In R I need to have the average of the first and second values, then the first and third values, etc ... then the average of the second and first values, and so it gets to 96, because that's how many values my file has (in total, I need 9216 such averages) It would be good to do it in an automated way, e.g. in a loop
CodePudding user response:
Could you at least supply what a sample output would look like from the example that you specified?
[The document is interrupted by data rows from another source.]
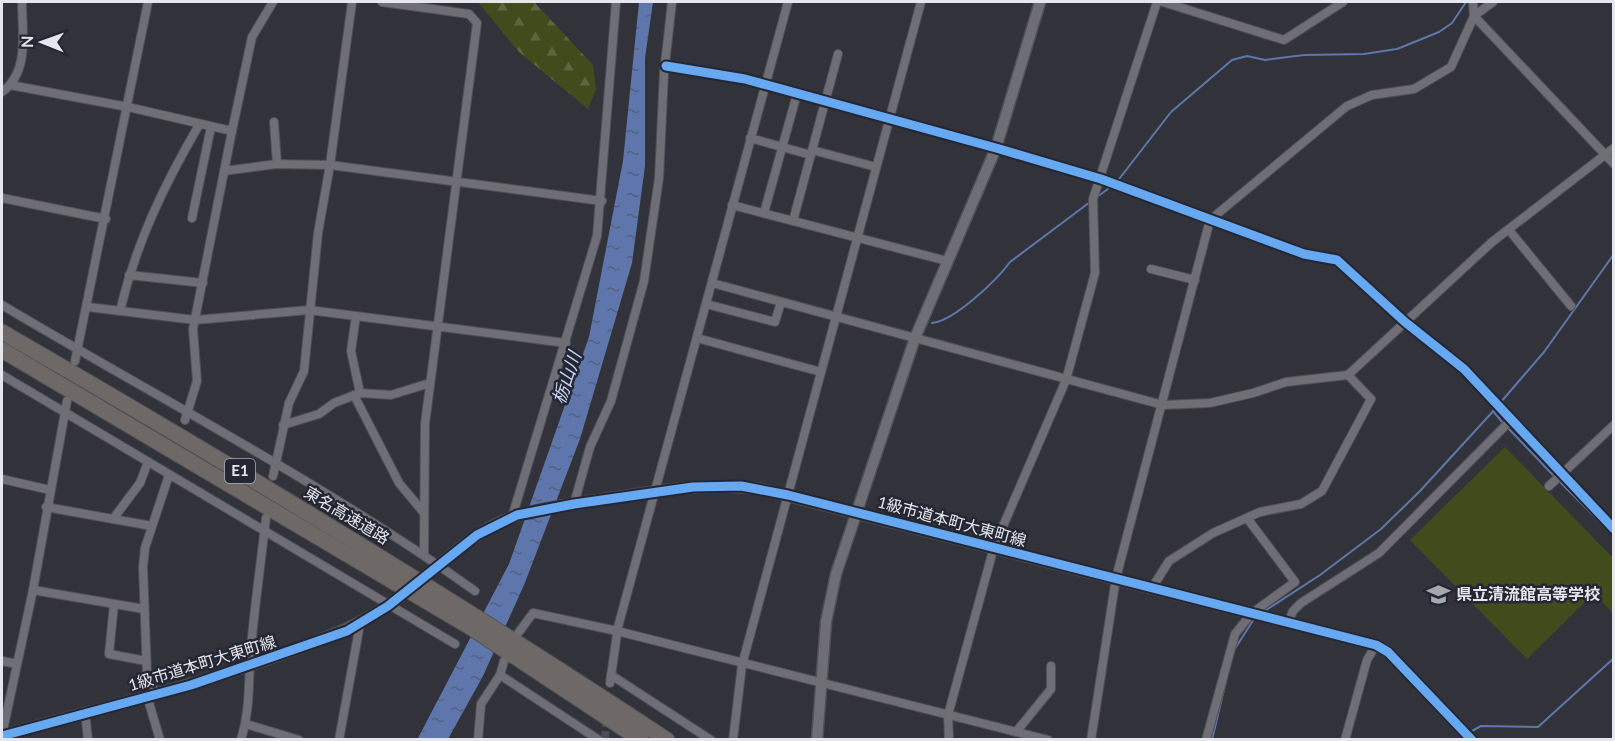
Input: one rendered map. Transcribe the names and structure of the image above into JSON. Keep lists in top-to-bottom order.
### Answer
{
  "streets": {
    "highway": ["E1", "東名高速道路"],
    "street": ["1級市道本町大東町線"]
  },
  "water": ["栃山川"],
  "places": {
    "school or university": ["県立清流館高等学校"]
  },
  "north": "left"
}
It was hard following your word problem with etc... as part of the description.
CodePudding user response:
You should always provide reproducible data, for example:
set.seed(42)
N <- 96
X <- round(runif(N, 1000, 9999))
str(X)
# num [1:96] 9232 9433 3575 8473 6775 ...
Now you want the mean of all possible pairs:
pairs <- expand.grid(seq(N), seq(N))
str(pairs)
# 'data.frame': 9216 obs. of 2 variables:
# $ Var1: int 1 2 3 4 5 6 7 8 9 10 ...
# $ Var2: int 1 1 1 1 1 1 1 1 1 1 ...
# - attr(*, "out.attrs")=List of 2
# ..$ dim : int [1:2] 96 96
# ..$ dimnames:List of 2
# .. ..$ Var1: chr [1:96] "Var1= 1" "Var1= 2" "Var1= 3" "Var1= 4" ...
# .. ..$ Var2: chr [1:96] "Var2= 1" "Var2= 2" "Var2= 3" "Var2= 4" ...
Now compute the means:
X.mn <- apply(pairs, 1, function(x) mean(c(X[x[1]], X[x[2]])))
str(X.mn)
# num [1:9216] 9232 9332 6404 8852 8004 ...
summary(X.mn)
# Min. 1st Qu. Median Mean 3rd Qu. Max.
# 1002 4349 5707 5709 7154 9899
Once you know how to use vectorization, you can often eliminate the need for a loop.